Examine each line of the data, and copy the ones containing "read".
───── DATA FOR THIS TASK
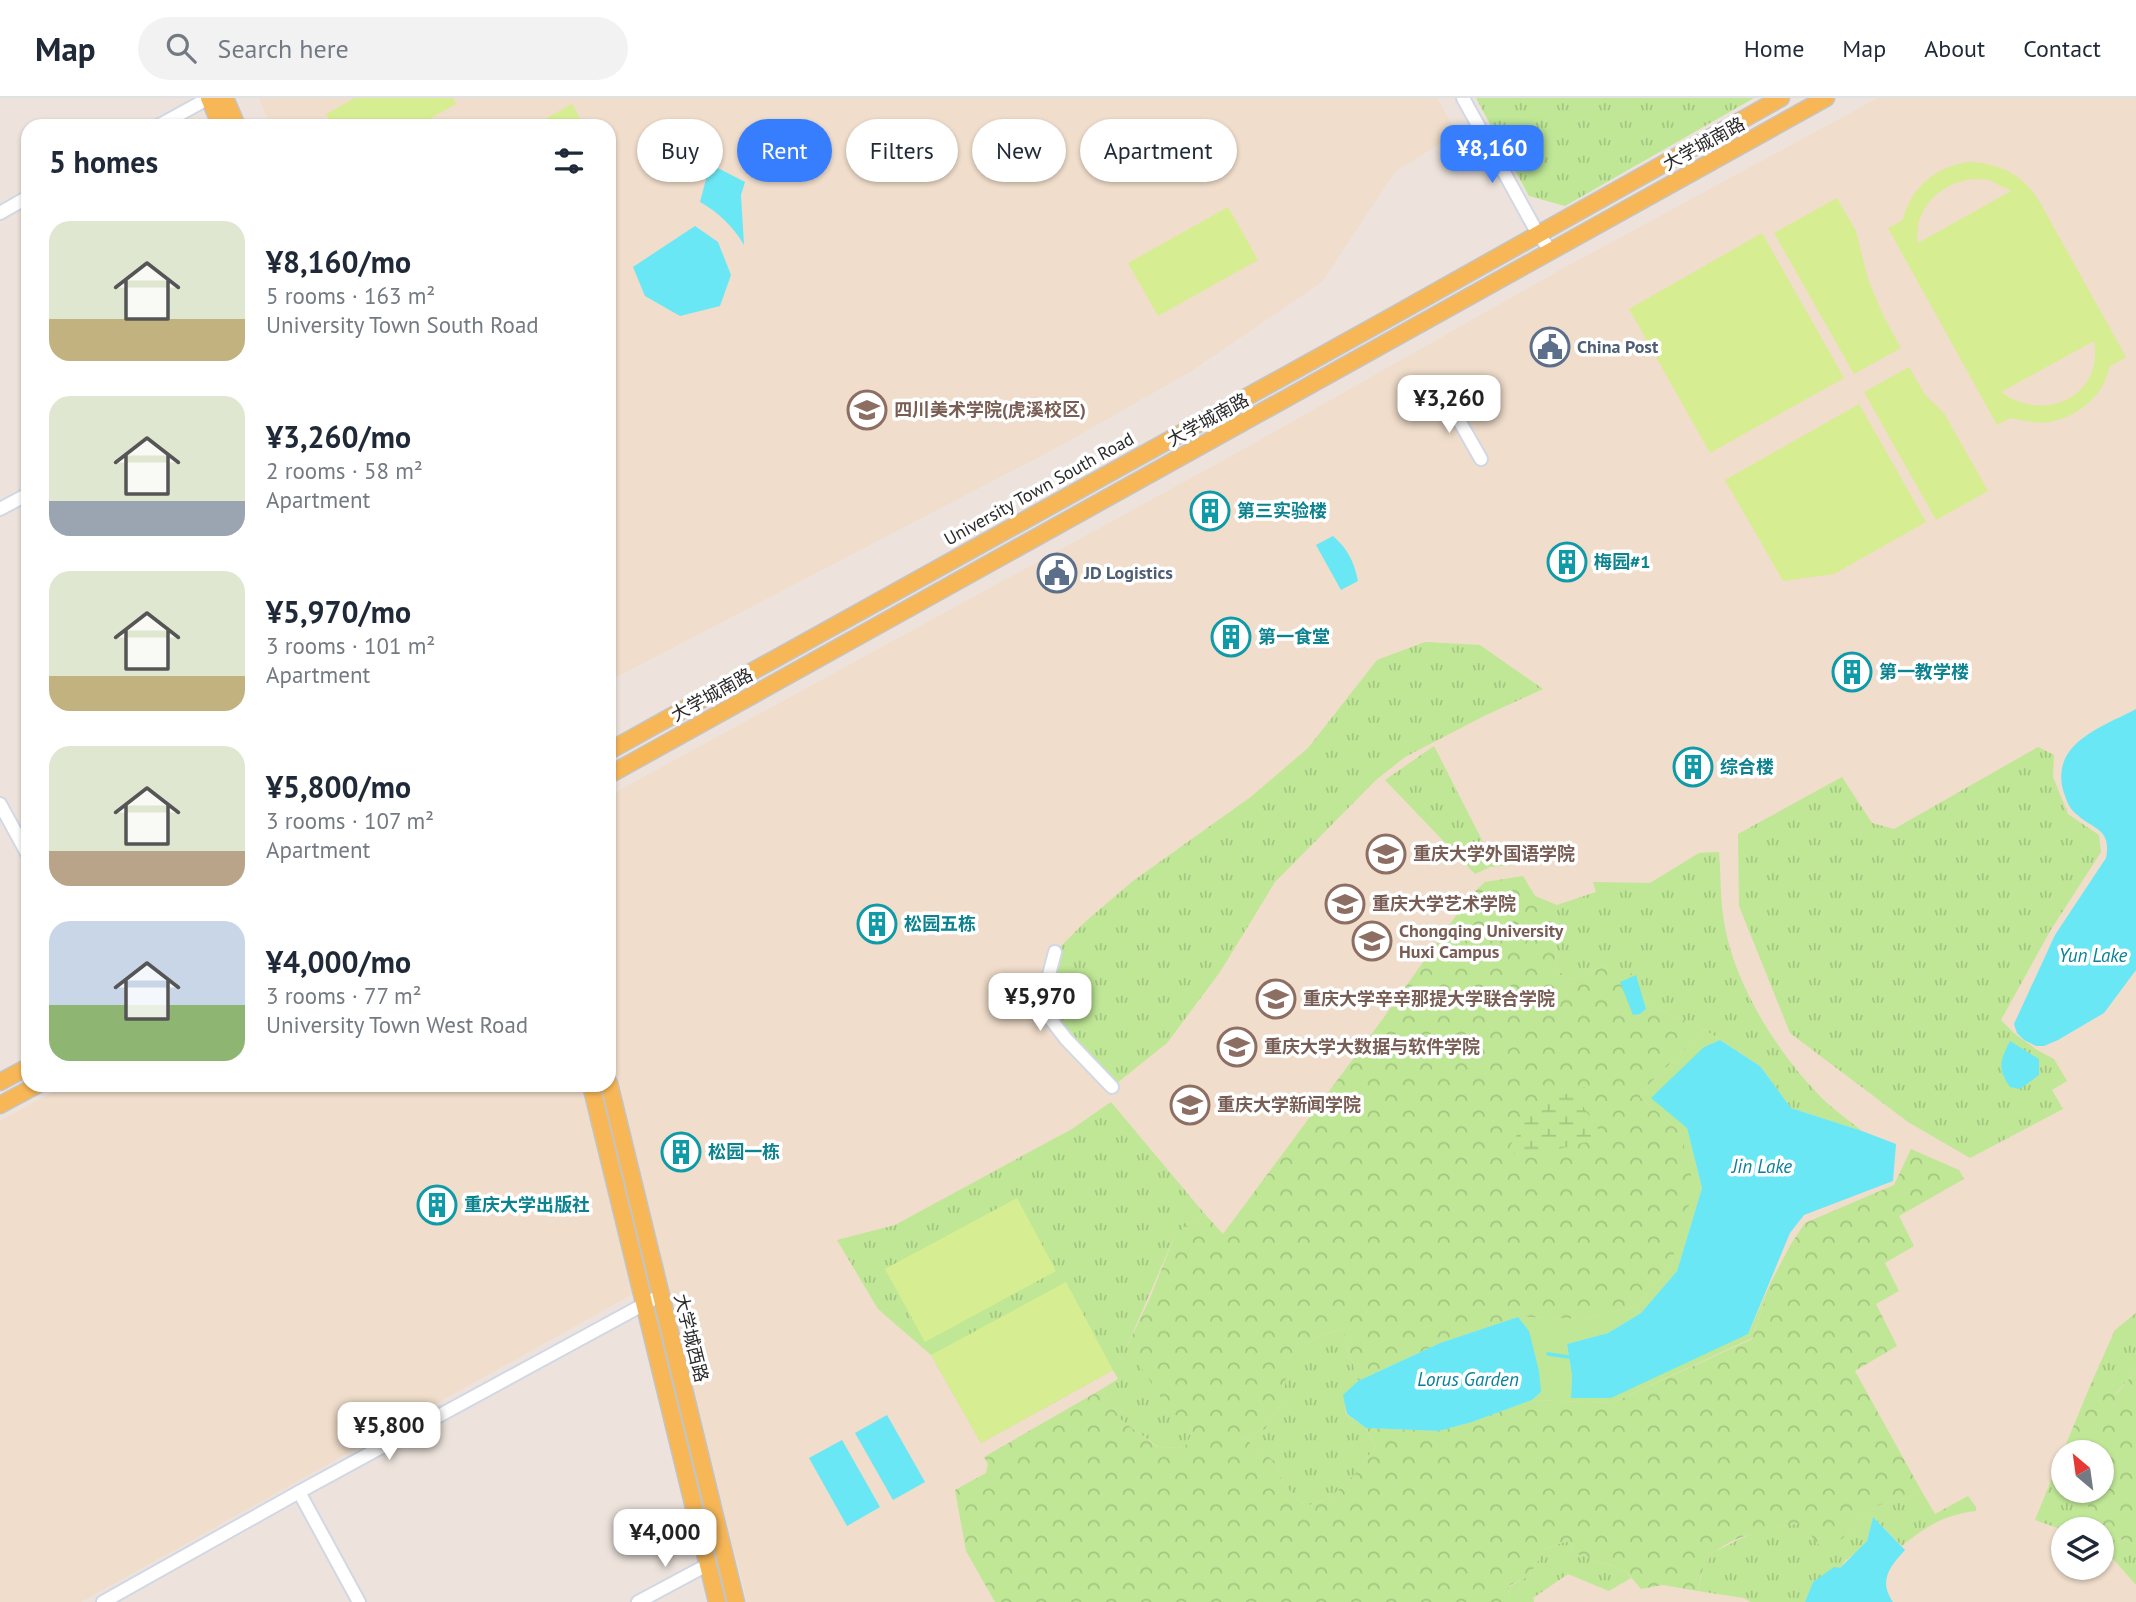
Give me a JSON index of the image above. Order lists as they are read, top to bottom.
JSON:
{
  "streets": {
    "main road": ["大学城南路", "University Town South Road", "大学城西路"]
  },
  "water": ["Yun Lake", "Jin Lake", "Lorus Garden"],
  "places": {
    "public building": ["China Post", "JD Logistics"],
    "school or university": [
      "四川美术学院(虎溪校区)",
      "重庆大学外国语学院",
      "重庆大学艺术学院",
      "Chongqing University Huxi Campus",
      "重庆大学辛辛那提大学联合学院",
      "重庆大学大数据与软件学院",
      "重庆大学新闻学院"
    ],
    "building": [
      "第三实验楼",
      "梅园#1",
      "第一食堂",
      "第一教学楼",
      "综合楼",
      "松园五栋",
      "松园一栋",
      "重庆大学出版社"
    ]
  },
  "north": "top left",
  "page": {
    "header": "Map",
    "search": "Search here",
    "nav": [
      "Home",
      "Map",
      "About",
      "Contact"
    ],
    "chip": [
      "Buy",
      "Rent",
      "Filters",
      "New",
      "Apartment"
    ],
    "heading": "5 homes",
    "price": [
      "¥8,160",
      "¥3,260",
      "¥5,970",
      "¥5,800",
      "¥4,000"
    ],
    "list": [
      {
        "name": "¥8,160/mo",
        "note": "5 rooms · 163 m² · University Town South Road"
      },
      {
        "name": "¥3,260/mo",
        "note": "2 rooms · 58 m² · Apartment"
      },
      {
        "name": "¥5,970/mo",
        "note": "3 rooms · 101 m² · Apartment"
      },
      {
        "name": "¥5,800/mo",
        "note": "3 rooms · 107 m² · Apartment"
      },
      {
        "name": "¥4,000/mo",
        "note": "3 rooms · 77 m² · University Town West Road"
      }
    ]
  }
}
──────────
───── DATA FOR THIS TASK
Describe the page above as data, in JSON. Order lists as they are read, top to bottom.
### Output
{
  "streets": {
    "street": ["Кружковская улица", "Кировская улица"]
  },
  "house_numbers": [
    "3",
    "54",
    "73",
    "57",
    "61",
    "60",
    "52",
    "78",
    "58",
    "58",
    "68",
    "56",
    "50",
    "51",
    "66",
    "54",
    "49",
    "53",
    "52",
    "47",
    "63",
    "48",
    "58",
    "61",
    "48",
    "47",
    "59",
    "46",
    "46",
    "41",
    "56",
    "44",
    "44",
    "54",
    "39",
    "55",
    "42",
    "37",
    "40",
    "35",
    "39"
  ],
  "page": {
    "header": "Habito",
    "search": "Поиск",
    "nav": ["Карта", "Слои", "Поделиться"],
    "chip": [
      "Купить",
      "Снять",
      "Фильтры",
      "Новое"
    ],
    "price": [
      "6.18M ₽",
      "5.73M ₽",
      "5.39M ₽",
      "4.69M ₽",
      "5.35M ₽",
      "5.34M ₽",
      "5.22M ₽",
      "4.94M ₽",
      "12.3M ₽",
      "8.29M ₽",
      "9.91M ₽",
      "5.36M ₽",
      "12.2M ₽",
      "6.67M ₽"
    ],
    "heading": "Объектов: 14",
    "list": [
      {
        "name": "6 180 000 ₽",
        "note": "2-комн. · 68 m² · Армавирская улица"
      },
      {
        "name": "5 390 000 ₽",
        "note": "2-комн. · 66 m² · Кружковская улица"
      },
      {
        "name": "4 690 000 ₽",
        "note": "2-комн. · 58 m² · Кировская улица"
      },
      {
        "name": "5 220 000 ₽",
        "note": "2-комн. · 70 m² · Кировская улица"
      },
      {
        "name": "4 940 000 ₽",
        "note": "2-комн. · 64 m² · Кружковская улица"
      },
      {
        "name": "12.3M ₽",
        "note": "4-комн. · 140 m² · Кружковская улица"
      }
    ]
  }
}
──────────
───── DATA FOR THIS TASK
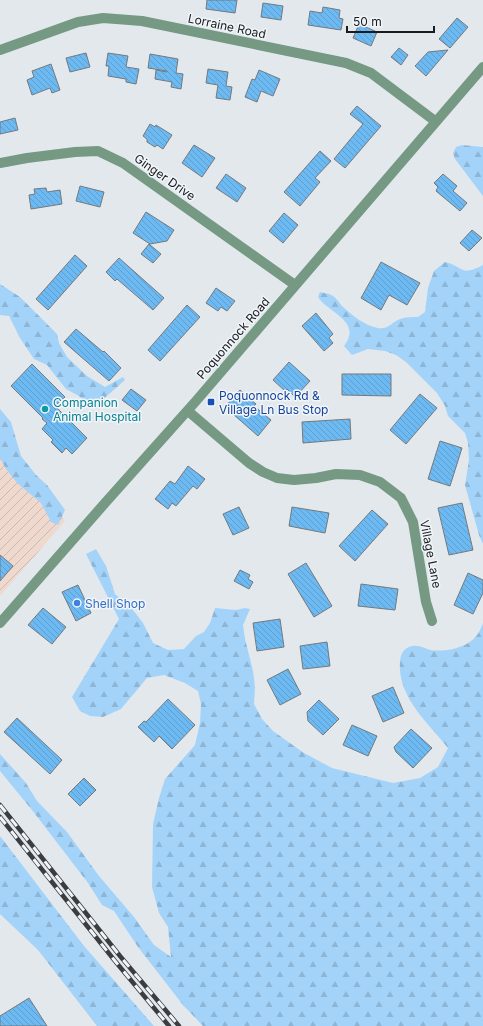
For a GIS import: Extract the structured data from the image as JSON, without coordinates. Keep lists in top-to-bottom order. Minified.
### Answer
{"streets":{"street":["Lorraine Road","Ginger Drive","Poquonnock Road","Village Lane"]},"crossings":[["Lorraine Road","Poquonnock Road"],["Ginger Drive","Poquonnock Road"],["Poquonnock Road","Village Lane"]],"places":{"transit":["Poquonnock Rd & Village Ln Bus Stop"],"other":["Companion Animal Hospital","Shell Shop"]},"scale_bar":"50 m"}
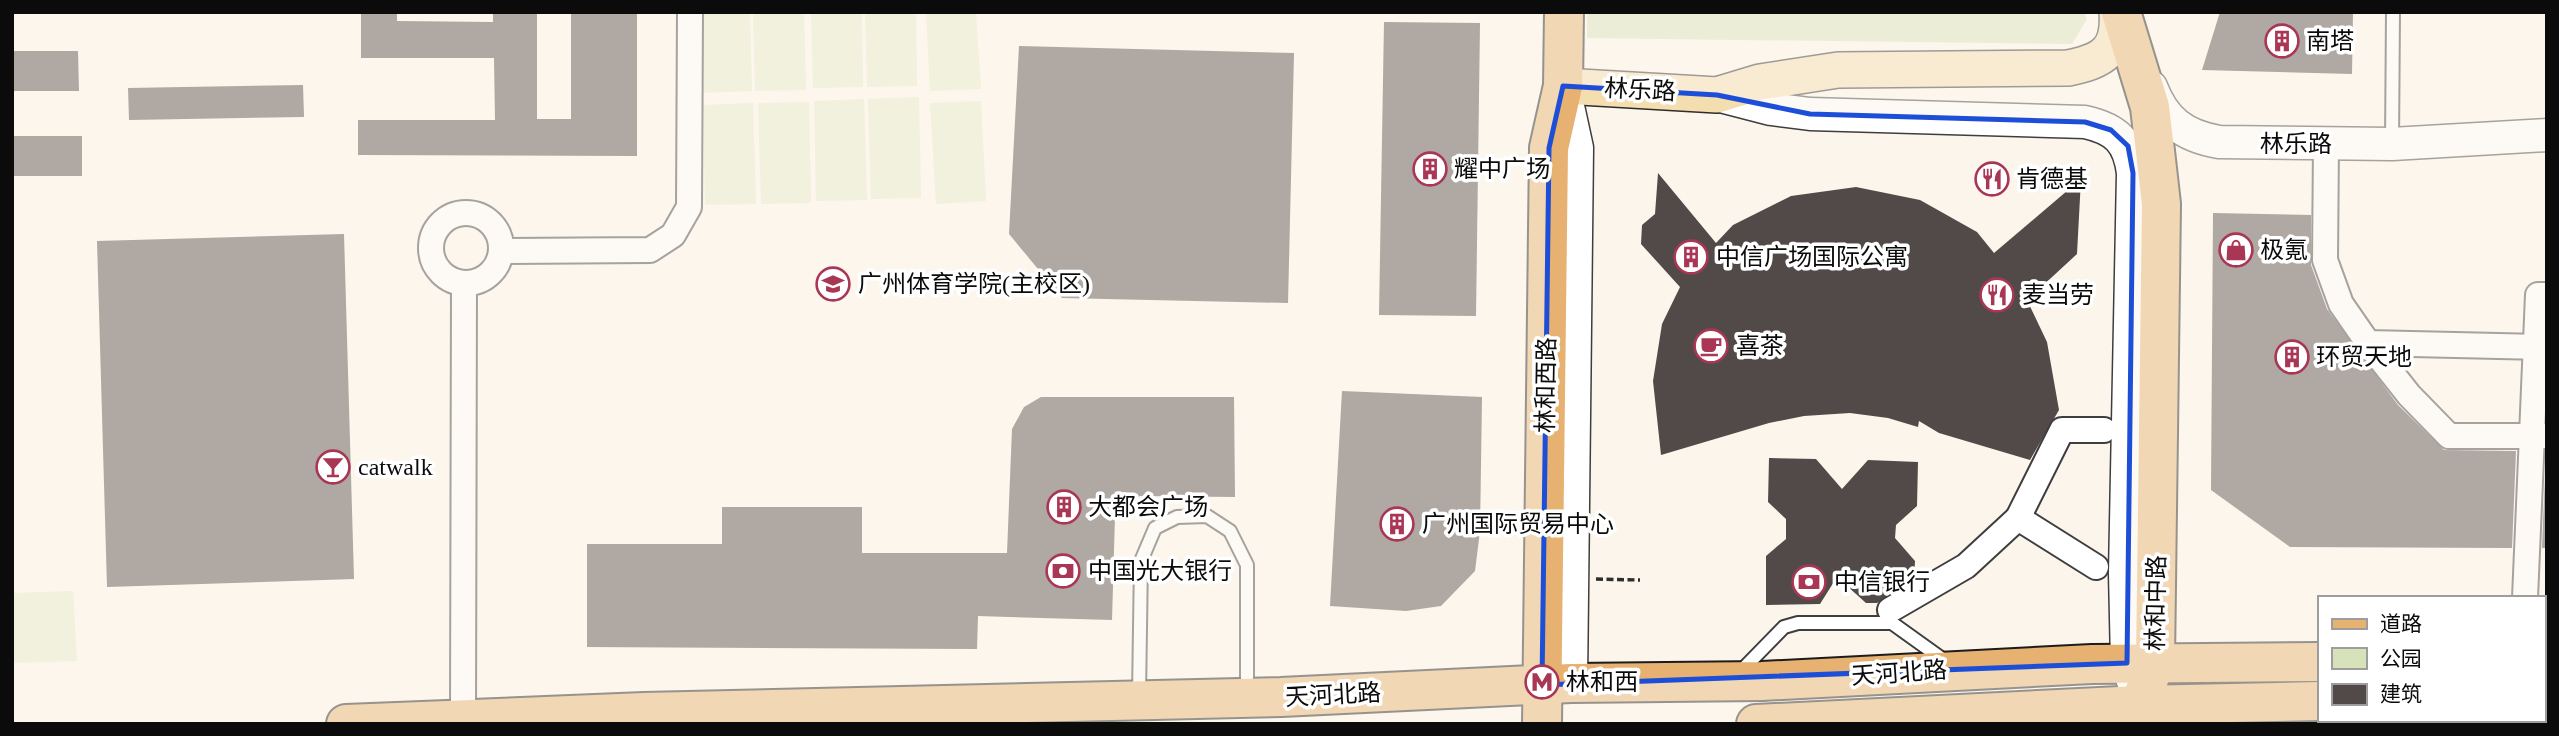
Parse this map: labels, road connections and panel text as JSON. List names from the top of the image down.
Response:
──────────
ANSWER FOR THE TASK:
Give me a JSON index of the image above. Order lists as they are read, top to bottom.
Describe the page above as data, in JSON. Order lists as they are read, top to bottom.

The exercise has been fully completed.